Is it really providing the best experience for premium-paying passengers to subject them to "keep walking this is first class" for potentially up to half an hour at the start of the journey?
First-world problem maybe, but nothing would ever improve if we took that attitude to everything.
How do you tell if the person walking past is a premium-paying passenger looking for their carriage / seat or a hoi-polloi passenger?
Latecomers (i.e. often everyone at Euston!) walking through the train at the start of a journey don't annoy me, but sometimes there behaviour does. Two of my pet dislikes are people who'll enter an empty carriage - on a train that's already moving, so it's not going to suddenly fill - and insist on spending 10 minutes faffing around to find their seat, rather than just choosing somewhere empty. I've seen a couple do this at Euston then spend the next 15 minutes moaning about having seats with no window. Yes, those seats are awful, so just move somewhere else. (I moved instead, just to get out of earshot of them)

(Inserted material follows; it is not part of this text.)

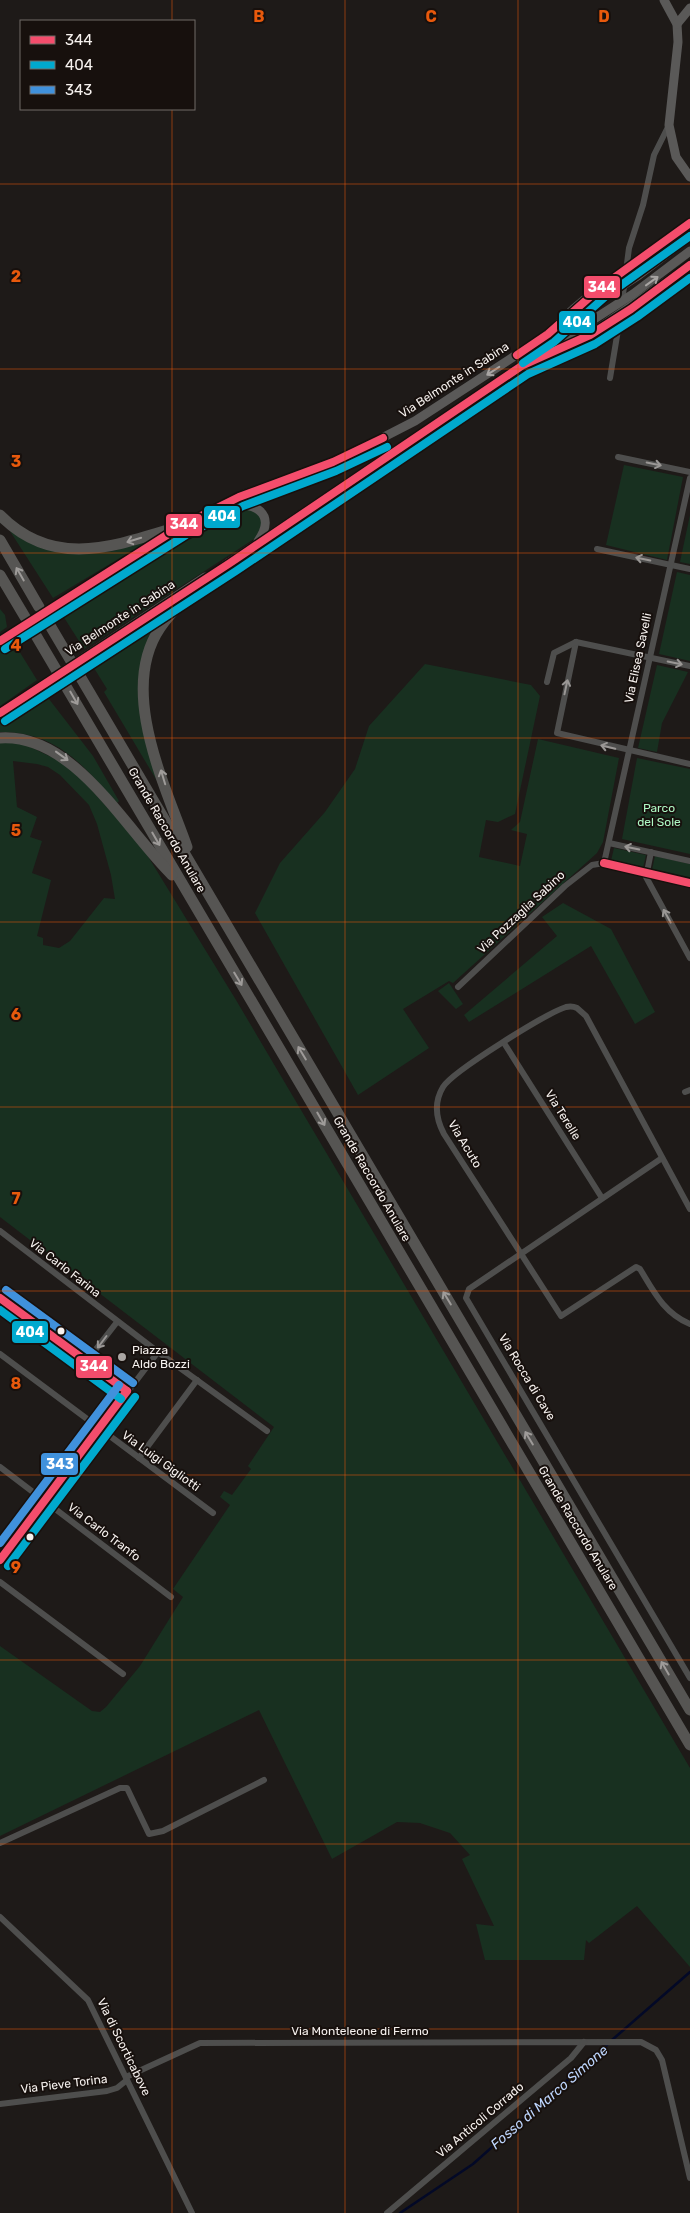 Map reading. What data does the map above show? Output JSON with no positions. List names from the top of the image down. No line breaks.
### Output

The other is the "next stop Euston, start packing everything up and stand up" routine so many do on Virgin West Coast. It's bad enough when they do it at Watford - and walk through to the front of the train, because those 30 seconds must be so vital to them - but sometimes it starts not long after Milton Keynes, which is really silly. I don't recall it being as bad on other routes, at least not the Great Western.